--- START ---

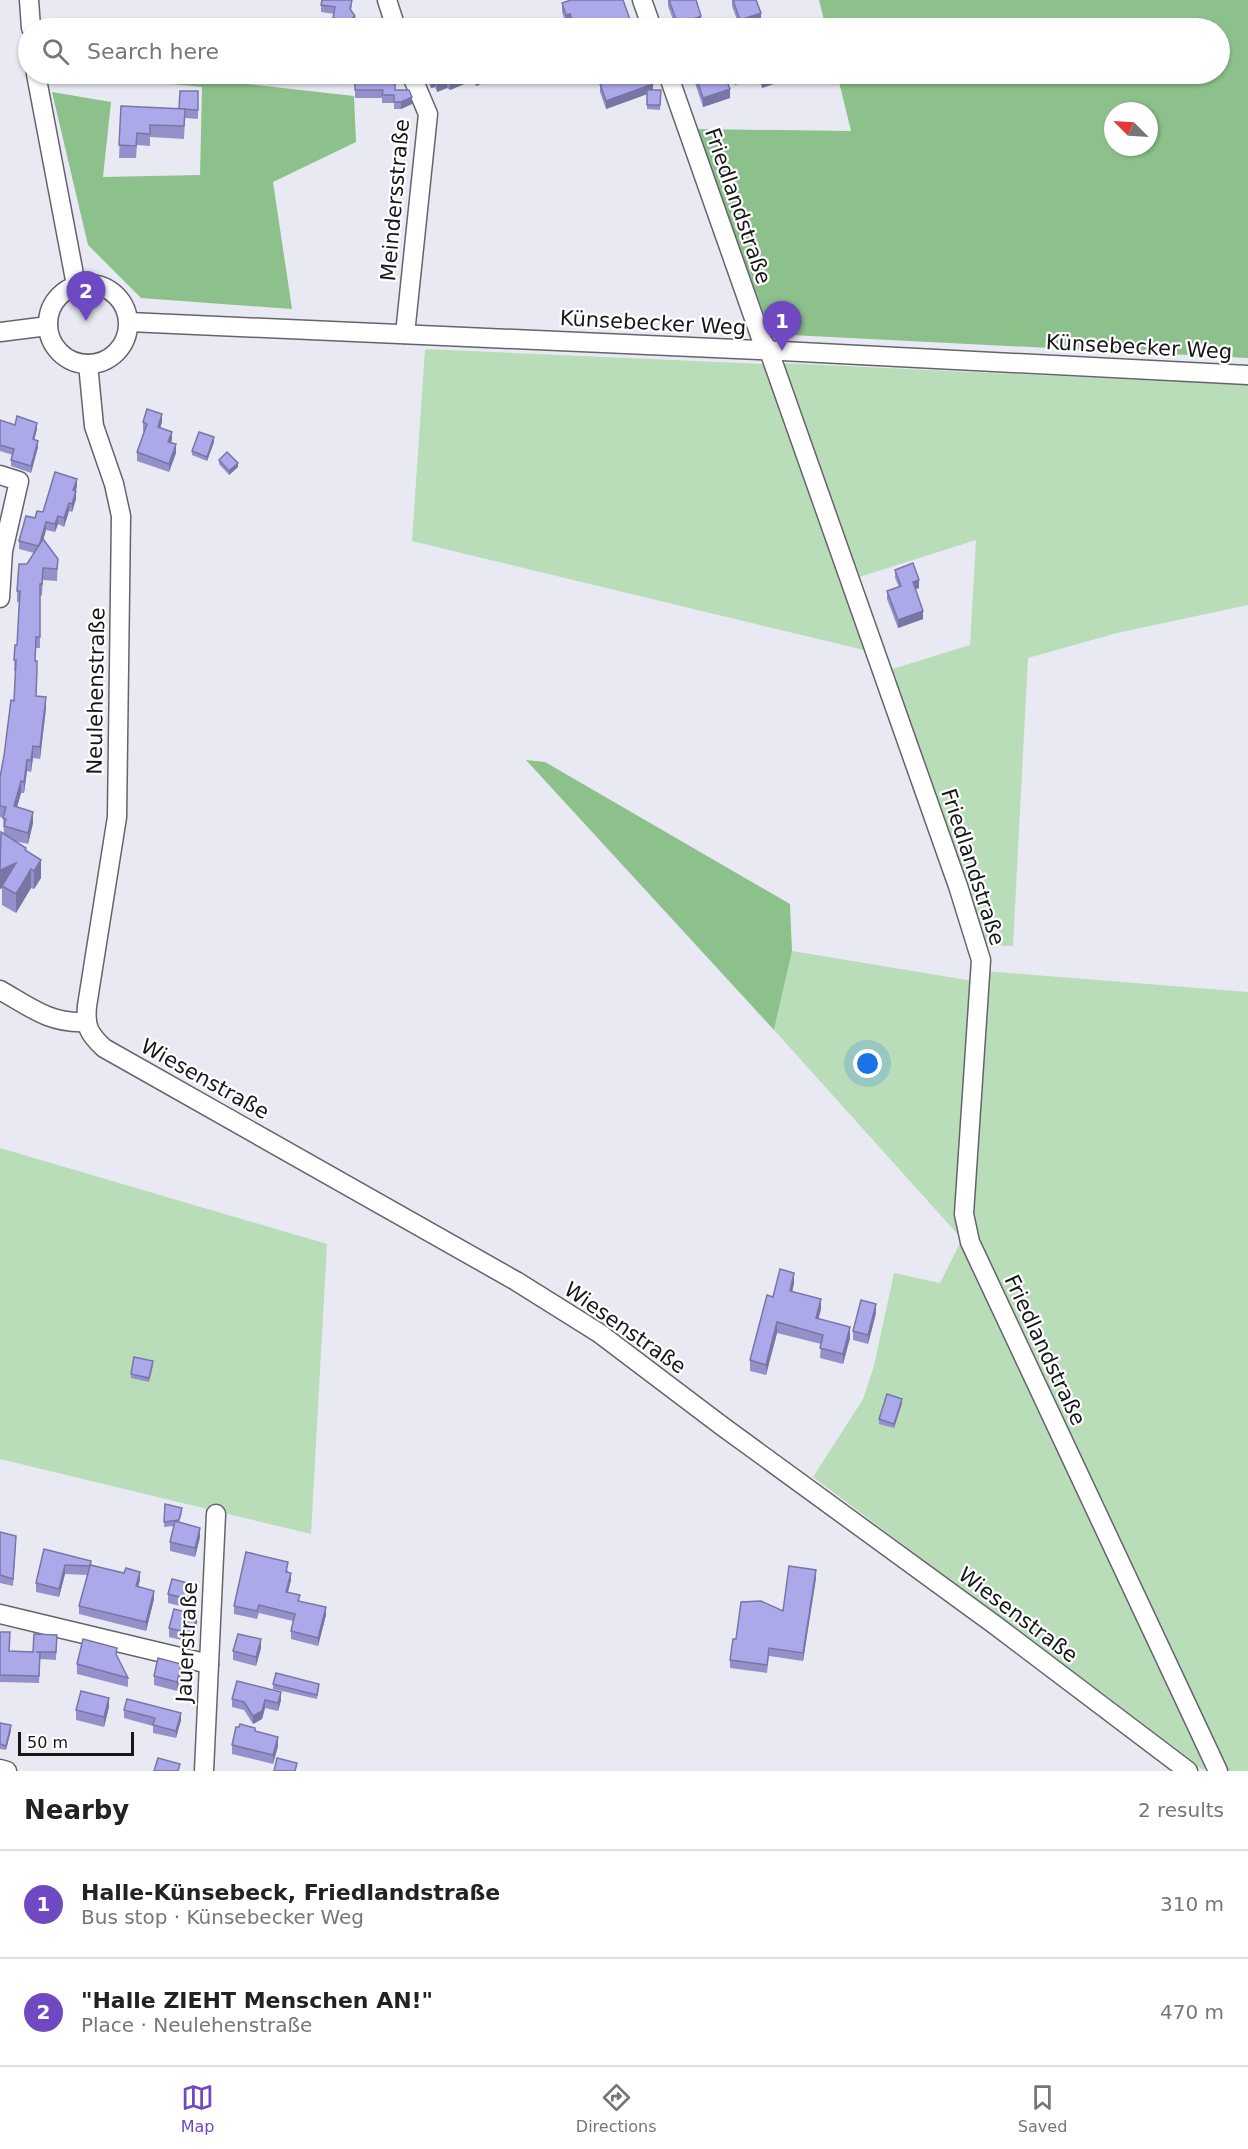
<!DOCTYPE html>
<meta charset="utf-8">
<style>
:root{--surface:#fff;--page:#f2f2f2;--text:#222;--muted:#767676;--line:#e0e0e0;--accent:#6e49c2}
body{margin:0;font-family:"DejaVu Sans",sans-serif;background:var(--page);color:var(--text)}
.compass{position:absolute;left:1104px;top:102px;width:54px;height:54px;border-radius:50%;background:var(--surface);box-shadow:0 2px 4px #0004;rotate:294deg}
.scale{position:absolute;left:18px;bottom:15px;width:116px;box-sizing:border-box;padding-left:6px;border:3px solid #17171a;border-top:0;font-size:16px;line-height:21px;white-space:nowrap;color:#17171a;-webkit-text-stroke:4px #fff;paint-order:stroke}
.you{position:absolute;left:868px;top:1064px;width:21px;height:21px;margin:-15px;border:4px solid #fff;border-radius:50%;background:#1a73e8;box-shadow:0 0 0 9px #1a73e833}
.badge{display:grid;place-items:center;width:39px;height:39px;border-radius:50%;background:var(--accent);color:#fff;font-size:20px;font-weight:700}
.pin{position:absolute;translate:-50% -50px;filter:drop-shadow(0 2px 3px #0008)}
.pin::after{content:'';position:absolute;top:32px;width:21px;height:18px;background:inherit;clip-path:polygon(0 0,100% 0,50% 100%)}
.list{margin:0;padding:0;list-style:none}
h2{display:flex;justify-content:space-between;align-items:center;height:78px;margin:0;padding:0 24px;font-size:26px}
h2 small{font-size:20px;font-weight:400;color:var(--muted)}
.list li{display:grid;grid-template-columns:39px 1fr auto;gap:18px;align-items:center;box-sizing:border-box;height:108px;padding:0 24px;border-top:2px solid var(--line)}
.list b{display:block;font-size:22px;white-space:nowrap}
.list p{margin:0;font-size:20px;white-space:nowrap;color:var(--muted)}
.list em{font-size:20px;font-style:normal;color:var(--muted)}
.icon{flex:none;width:33px;height:33px;fill:none;stroke:currentColor;stroke-width:2;stroke-linecap:round;stroke-linejoin:round}
.map{position:relative;flex:none;width:1248px;height:1771px;overflow:hidden}
.search{position:absolute;background:var(--surface);box-shadow:0 2px 4px #0004;left:18px;right:18px;top:18px;height:66px;display:flex;align-items:center;gap:15px;box-sizing:border-box;padding:0 21px;border-radius:33px;color:var(--muted);font-size:22px}
.sheet{height:294px;background:var(--surface)}
nav{display:flex;justify-content:space-around;align-items:center;box-sizing:border-box;height:84px;border-top:2px solid var(--line);background:var(--surface);font-size:16px;color:var(--muted)}
nav a{display:grid;justify-items:center;gap:3px}
nav .on{color:var(--accent)}
.map>svg:first-child{display:block}
.green{fill:#b9ddb8}
.forest{fill:#8dc18b;fill-rule:evenodd}
.lines{fill:none;stroke-linecap:round;stroke-linejoin:round}
.minor-casing{stroke:#64646c;stroke-width:21}
.minor{stroke:#fff;stroke-width:18}
.wall{fill:#9491ca}
.shaded-wall{fill:#7876a4}
.building{fill:#aca9eb;stroke:#7876a4;stroke-width:1.5}
.labels{text-anchor:middle;dominant-baseline:central;stroke-width:4.5;stroke-linejoin:round;paint-order:stroke}
.street-label{font-size:21px;fill:#17171a;stroke:#fff}
</style>
<div class="map">
<svg width="1248" height="1771" viewBox="0 0 1248 1771">
<rect width="100%" height="100%" fill="#e9e9f3"/>
<g class="green">
<path d="M425 349 766 364 864 650 412 541Z"/>
<path d="M781 363 1248 385V605L1117 633 1028 658 1013 946 985 945 886 671 970 645 976 540 853 579Z"/>
<path d="M792 951 973 981 957 1213 1209 1765 1203 1770 813 1477 863 1399 874 1366 894 1273 940 1283 962 1239 774 1030Z"/>
<path d="M985 971 1248 992V1771H1228L982 1253 972 1222Z"/>
<path d="M0 1148 327 1244 311 1534 0 1459Z"/>
</g>
<g class="forest">
<path d="M819 0H1248V358L771 334 696 129 851 131 837 74H1220V28H826ZM1113 111H1149V147H1113Z"/>
<path d="M74 74H160L354 96 356 142 273 182 292 309 141 298 88 245 52 92 111 102 103 177 200 175 202 87Z"/>
<path d="M526 760 545 762 790 904 792 951 774 1030Z"/>
</g>
<g class="lines">
<g class="minor-casing">
<g id="minor">
<path d="M29 0 31 28"/>
<path d="M387 0 396 28"/>
<path d="M642 0 652 28"/>
<path d="M36 74 76 285"/>
<path d="M668 74 762 341 769 351 958 886 981 960 964 1214 970 1242 1218 1771"/>
<circle cx="88" cy="324" r="40"/>
<path d="M129 322 782 351 1248 375"/>
<path d="M0 332 48 326"/>
<path d="M405 334 428 114 411 74"/>
<path d="M88 364 94 426 114 484 121 516 117 817 87 1006C85 1027 89 1034 104 1048L516 1281 599 1333 722 1426 995 1625 1188 1771"/>
<path d="M0 475 19 481 3 551 0 598"/>
<path d="M0 990C30 1007 50 1024 86 1022"/>
<path d="M0 1614 209 1664"/>
<path d="M0 1769 7 1771"/>
<path d="M204 1771 216 1514"/>
</g>
</g>
<use href="#minor" class="minor"/>
</g>
<g class="wall">
<path d="M668 0H696L701 25 693 28H676L668 6Z"/>
<path d="M732 0H756L761 22 743 28H740L732 6Z"/>
<path d="M562 3 633 28H572L570 22 566 24 562 12Z"/>
<path d="M321 5H352L351 10 355 23 348 28 333 26 334 14 321 12Z"/>
<path d="M425 74H469V82L450 90 447 88 437 92 435 87 431 88Z"/>
<path d="M471 74H487L488 81 476 86Z"/>
<path d="M612 74H649L653 90H661L660 110 647 109V94L606 109 600 92V84L614 78Z"/>
<path d="M692 74H709L711 79 730 98 703 107Z"/>
<path d="M731 74H782V81L762 88 758 76 735 85Z"/>
<path d="M355 75 395 90 412 104 401 109H394V103H382V98H355Z"/>
<path d="M198 100V119L185 118 184 139 150 137V146L137 145 136 158H119L121 106 179 109Z"/>
<path d="M0 420 15 425 37 429 34 439 38 447 31 473 11 466V460L13 455 0 451Z"/>
<path d="M143 422H162L160 428 172 440 171 443 176 453 169 472 137 461V452L144 431H143Z"/>
<path d="M214 442 207 461 192 455V451Z"/>
<path d="M219 460 238 467 229 475 219 464Z"/>
<path d="M77 487 75 491 76 499 72 512 69 511 64 527 58 524 55 532 46 530 43 540 58 559 57 581 43 580 42 596 40 595V648H36L35 661 37 680 36 696 46 708 40 759 33 758 31 772 27 771 24 793H21L17 807 33 823 28 844 15 841 26 851 41 878 34 889 31 888 16 913 2 905V888L0 889 4 834 3 818 0 817V777L14 701 16 671H14L15 645H17L19 602H17V591L27 564 34 553 19 549V541L35 518Z"/>
<path d="M895 570 919 588 915 589 923 619 898 628 887 599V591L899 587 895 578Z"/>
<path d="M794 1283 792 1292 821 1309 818 1319 850 1338 843 1364 820 1358 821 1344 777 1333 766 1375 750 1371V1360L773 1297Z"/>
<path d="M876 1313 868 1344 853 1340V1331Z"/>
<path d="M153 1366 149 1382 131 1378V1374Z"/>
<path d="M902 1403 894 1428 879 1424V1419Z"/>
<path d="M165 1504 182 1513 179 1522 200 1537 195 1557 170 1551V1542L174 1526 164 1527Z"/>
<path d="M0 1532 16 1543 13 1586 0 1583Z"/>
<path d="M44 1549 140 1580 138 1587 154 1599 146 1631 79 1614V1606L87 1575 65 1574 59 1597 36 1592V1583Z"/>
<path d="M288 1570V1572L291 1580 288 1592 300 1601 326 1615 318 1646 291 1639V1631L293 1621 259 1613 257 1619 234 1614V1606Z"/>
<path d="M816 1578 803 1661 769 1656 767 1673 730 1668V1660L783 1611Z"/>
<path d="M192 1593 188 1608 168 1603V1594Z"/>
<path d="M197 1624 193 1643 169 1637V1628Z"/>
<path d="M0 1632 10 1651 33 1652 57 1635 56 1660 40 1659 39 1683 0 1682Z"/>
<path d="M261 1648 256 1666 233 1660V1651Z"/>
<path d="M77 1664 128 1678V1687L77 1674Z"/>
<path d="M181 1673 177 1691 154 1685V1676Z"/>
<path d="M273 1684 319 1688 317 1699 273 1689Z"/>
<path d="M232 1699 281 1700 278 1711 265 1708 262 1719 253 1724 244 1710 232 1707Z"/>
<path d="M109 1707 104 1727 76 1720V1710Z"/>
<path d="M124 1710 181 1720 176 1738 153 1733V1726L124 1718Z"/>
<path d="M0 1723 11 1730 6 1750 0 1749Z"/>
<path d="M255 1732 278 1746 273 1764 232 1754V1745Z"/>
</g>
<g class="shaded-wall">
<path d="M761 13V22L743 28H740V20Z"/>
<path d="M570 14V22L566 24V15Z"/>
<path d="M355 16V23L348 28V21Z"/>
<path d="M701 16V25L693 28 689 21Z"/>
<path d="M591 25V28H582Z"/>
<path d="M468 74H469V82L450 90V81Z"/>
<path d="M742 74H758V76L735 85V76Z"/>
<path d="M779 74H782V81L762 88V80Z"/>
<path d="M488 77V81L476 86V81Z"/>
<path d="M435 78V87L431 88V80Z"/>
<path d="M447 79V88L437 92V83Z"/>
<path d="M653 84V92L606 109V101Z"/>
<path d="M730 89V98L703 107V98Z"/>
<path d="M412 97V104L401 109V102Z"/>
<path d="M162 414V422L158 435V427Z"/>
<path d="M37 423V429L33 445V439Z"/>
<path d="M172 432V440L168 450V442Z"/>
<path d="M214 437V442L207 461V457Z"/>
<path d="M38 441V447L31 473V466Z"/>
<path d="M176 444V453L169 472V464Z"/>
<path d="M238 463V467L229 475V471Z"/>
<path d="M77 479V487L73 498V490Z"/>
<path d="M76 491V499L72 512V504Z"/>
<path d="M69 503V511L64 527V518Z"/>
<path d="M58 516V524L55 532V524Z"/>
<path d="M46 522V530L39 555V547Z"/>
<path d="M919 580V588L913 590V582Z"/>
<path d="M923 611V619L898 628V620Z"/>
<path d="M46 697V708L40 759V747Z"/>
<path d="M33 746V758L31 772V760Z"/>
<path d="M27 760V771L24 793V782Z"/>
<path d="M21 781V793L14 818V806Z"/>
<path d="M33 812V823L28 844V833Z"/>
<path d="M41 860V878L34 889V871Z"/>
<path d="M16 863 2 886V888L0 889V870Z"/>
<path d="M31 869V888L16 913V894Z"/>
<path d="M794 1273V1283L790 1301V1291Z"/>
<path d="M821 1299V1309L816 1329V1318Z"/>
<path d="M876 1304V1313L868 1344V1335Z"/>
<path d="M777 1322V1333L766 1375V1365Z"/>
<path d="M850 1327V1338L843 1364V1354Z"/>
<path d="M902 1399V1403L894 1428V1424Z"/>
<path d="M200 1528V1537L195 1557V1548Z"/>
<path d="M65 1565V1574L59 1597V1589Z"/>
<path d="M816 1570V1578L803 1661V1653Z"/>
<path d="M140 1572V1580L136 1595V1586Z"/>
<path d="M291 1573V1580L286 1599V1592Z"/>
<path d="M192 1584V1593L188 1608V1599Z"/>
<path d="M154 1591V1599L146 1631V1622Z"/>
<path d="M326 1607V1615L318 1646V1638Z"/>
<path d="M197 1615V1624L193 1643V1634Z"/>
<path d="M261 1639V1648L256 1666V1657Z"/>
<path d="M181 1664V1673L177 1691V1682Z"/>
<path d="M281 1692V1700L278 1711V1703Z"/>
<path d="M109 1698V1707L104 1727V1717Z"/>
<path d="M265 1700V1708L262 1719 253 1724V1716Z"/>
<path d="M181 1713V1720L176 1738V1731Z"/>
<path d="M11 1725V1730L6 1750V1746Z"/>
<path d="M278 1737V1746L273 1764V1755Z"/>
</g>
<g class="building">
<path d="M322 0H352L350 9 355 16 348 21 333 18 335 7 321 5Z"/>
<path d="M571 0H623L633 28H592L591 25 582 28H575L570 14 566 15 562 3Z"/>
<path d="M669 0H696L701 16 689 21 692 28H679Z"/>
<path d="M733 0H756L761 13 740 20Z"/>
<path d="M448 23 450 28H433Z"/>
<path d="M429 74H468L450 81 447 79 437 83 435 78 431 80Z"/>
<path d="M473 74H487L488 77 476 81Z"/>
<path d="M615 74H649L653 84 606 101 600 84 617 77Z"/>
<path d="M695 74H709L711 79 724 74 730 89 703 98Z"/>
<path d="M734 74H742L735 76Z"/>
<path d="M760 74H779L762 80Z"/>
<path d="M355 75H395V90H409L412 97 401 102H394V95H382L383 90H355Z"/>
<path d="M647 90H661L660 105H647Z"/>
<path d="M180 91H198V110L179 109Z"/>
<path d="M121 106 185 109 184 126 150 125V134L137 133 136 146 119 145Z"/>
<path d="M147 409 162 414 158 427 172 432 168 442 176 444 169 464 137 452 147 424 143 422Z"/>
<path d="M17 416 37 423 33 439 38 441 31 466 11 460 14 449 0 445V420L15 425Z"/>
<path d="M199 432 214 437 207 457 192 451Z"/>
<path d="M227 452 238 463 229 471 219 460Z"/>
<path d="M55 472 77 479 73 490 76 491 72 504 69 503 64 518 58 516 55 524 46 522 40 543 38 546 19 541 26 516 35 518 37 511 43 512Z"/>
<path d="M43 539 58 559 57 569 43 568 42 584H40V637H36L35 661H37V669L36 696 46 697 40 747 33 746 31 760H27L24 782 21 781 14 806 33 812 28 833 4 826 6 819 3 818 6 807 0 806V777L4 756 11 700 14 701 16 660H14L15 645H17L20 591H17L19 564H27Z"/>
<path d="M913 563 919 580 913 582 923 611 898 620 887 591 901 586 895 570Z"/>
<path d="M1 832 26 848 25 850 41 860 34 871 31 869 16 894 2 886 16 863 0 870Z"/>
<path d="M780 1269 794 1273 790 1291 821 1299 816 1318 850 1327 843 1354 820 1348 823 1335 777 1322 766 1365 750 1360 767 1295 773 1297Z"/>
<path d="M861 1300 876 1304 868 1335 853 1331Z"/>
<path d="M134 1357 153 1361 149 1378 131 1374Z"/>
<path d="M887 1394 902 1399 894 1424 879 1419Z"/>
<path d="M165 1504 182 1508 179 1520 164 1522Z"/>
<path d="M175 1521 200 1528 195 1548 170 1542Z"/>
<path d="M0 1532 16 1536 13 1579 0 1575Z"/>
<path d="M44 1549 91 1561 90 1565 124 1573 126 1568 140 1572 136 1586 154 1591 146 1622 79 1606 90 1566 65 1565 59 1589 36 1583Z"/>
<path d="M246 1552 288 1562 286 1572 291 1573 286 1592 300 1595 298 1601 326 1607 318 1638 291 1631 295 1614 259 1605 257 1611 234 1606Z"/>
<path d="M789 1566 816 1570 803 1653 769 1648 767 1665 730 1660 733 1639H736L741 1602 761 1601 783 1611Z"/>
<path d="M172 1579 192 1584 188 1599 168 1594Z"/>
<path d="M174 1609 197 1615 193 1634 169 1628Z"/>
<path d="M0 1632H10L9 1651 33 1652 34 1634 57 1635 56 1652H36H40L39 1676 0 1675Z"/>
<path d="M238 1634 261 1639 256 1657 233 1651Z"/>
<path d="M83 1639 117 1648 116 1654 128 1678 77 1664Z"/>
<path d="M158 1658 181 1664 177 1682 154 1676Z"/>
<path d="M276 1673 319 1684 317 1695 273 1684Z"/>
<path d="M237 1681 281 1692 278 1703 265 1700 262 1711 253 1716 244 1702 232 1699Z"/>
<path d="M81 1691 109 1698 104 1717 76 1710Z"/>
<path d="M127 1699 181 1713 176 1731 153 1725 155 1718 124 1710Z"/>
<path d="M0 1723 11 1725 6 1746 0 1744Z"/>
<path d="M240 1724 255 1728V1731L278 1737 273 1755 232 1745 236 1727H239Z"/>
<path d="M158 1758 180 1764 178 1771H154Z"/>
<path d="M277 1758 297 1763 295 1771H274Z"/>
</g>
<g class="labels">
<g class="street-label">
<text transform="translate(395 200) rotate(-85)">Meindersstraße</text>
<text transform="translate(738 206) rotate(71)">Friedlandstraße</text>
<text transform="translate(653 323) rotate(3)">Künsebecker Weg</text>
<text transform="translate(1139 347) rotate(3)">Künsebecker Weg</text>
<text transform="translate(96 691) rotate(-89)">Neulehenstraße</text>
<text transform="translate(973 867) rotate(72)">Friedlandstraße</text>
<text transform="translate(205 1079) rotate(29)">Wiesenstraße</text>
<text transform="translate(625 1328) rotate(35)">Wiesenstraße</text>
<text transform="translate(1045 1350) rotate(65)">Friedlandstraße</text>
<text transform="translate(1018 1615) rotate(37)">Wiesenstraße</text>
<text transform="translate(187 1642) rotate(-87)">Jauerstraße</text>
</g>
</g>
</svg>
<svg class="compass" viewBox="-18 -18 36 36"><path d="M0-13l5 13h-10z" fill="#e53935"/><path d="M0 13l5-13h-10z" fill="#767676"/></svg>
<div class="scale">50 m</div>
<div class="you"></div>
<div class="pin badge" style="left:782px;top:351px">1</div>
<div class="pin badge" style="left:86px;top:321px">2</div>
<div class="search"><svg class="icon" aria-label="search" viewBox="0 0 24 24"><circle cx="10" cy="10" r="6"/><path d="M15 15l6 6"/></svg>Search here</div>
</div>
<section class="sheet">
<h2>Nearby<small>2 results</small></h2>
<ul class="list">
<li><span class="badge">1</span><div><b>Halle-Künsebeck, Friedlandstraße</b><p>Bus stop · Künsebecker Weg</p></div><em>310 m</em></li>
<li><span class="badge">2</span><div><b>&quot;Halle ZIEHT Menschen AN!&quot;</b><p>Place · Neulehenstraße</p></div><em>470 m</em></li>
</ul>
</section>
<nav>
<a class="on"><svg class="icon" aria-label="map" viewBox="0 0 24 24"><path d="M3 6l6-2 6 2 6-2v14l-6 2-6-2-6 2zM9 4v14M15 6v14"/></svg>Map</a>
<a><svg class="icon" aria-label="directions" viewBox="0 0 24 24"><path d="M12 3l9 9-9 9-9-9zM9 14v-3h6M13 9l2 2-2 2"/></svg>Directions</a>
<a><svg class="icon" aria-label="saved" viewBox="0 0 24 24"><path d="M7 4h10v16l-5-4-5 4z"/></svg>Saved</a>
</nav>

--- END ---

_WORK INSTRUCTIONS:_ What you give back must be the stretch above, starting at the line with "1148 327 1244" and ending at the line with "74H487L488 81 476", copied exactly.

_TASK OUTPUT:_
<path d="M0 1148 327 1244 311 1534 0 1459Z"/>
</g>
<g class="forest">
<path d="M819 0H1248V358L771 334 696 129 851 131 837 74H1220V28H826ZM1113 111H1149V147H1113Z"/>
<path d="M74 74H160L354 96 356 142 273 182 292 309 141 298 88 245 52 92 111 102 103 177 200 175 202 87Z"/>
<path d="M526 760 545 762 790 904 792 951 774 1030Z"/>
</g>
<g class="lines">
<g class="minor-casing">
<g id="minor">
<path d="M29 0 31 28"/>
<path d="M387 0 396 28"/>
<path d="M642 0 652 28"/>
<path d="M36 74 76 285"/>
<path d="M668 74 762 341 769 351 958 886 981 960 964 1214 970 1242 1218 1771"/>
<circle cx="88" cy="324" r="40"/>
<path d="M129 322 782 351 1248 375"/>
<path d="M0 332 48 326"/>
<path d="M405 334 428 114 411 74"/>
<path d="M88 364 94 426 114 484 121 516 117 817 87 1006C85 1027 89 1034 104 1048L516 1281 599 1333 722 1426 995 1625 1188 1771"/>
<path d="M0 475 19 481 3 551 0 598"/>
<path d="M0 990C30 1007 50 1024 86 1022"/>
<path d="M0 1614 209 1664"/>
<path d="M0 1769 7 1771"/>
<path d="M204 1771 216 1514"/>
</g>
</g>
<use href="#minor" class="minor"/>
</g>
<g class="wall">
<path d="M668 0H696L701 25 693 28H676L668 6Z"/>
<path d="M732 0H756L761 22 743 28H740L732 6Z"/>
<path d="M562 3 633 28H572L570 22 566 24 562 12Z"/>
<path d="M321 5H352L351 10 355 23 348 28 333 26 334 14 321 12Z"/>
<path d="M425 74H469V82L450 90 447 88 437 92 435 87 431 88Z"/>
<path d="M471 74H487L488 81 476 86Z"/>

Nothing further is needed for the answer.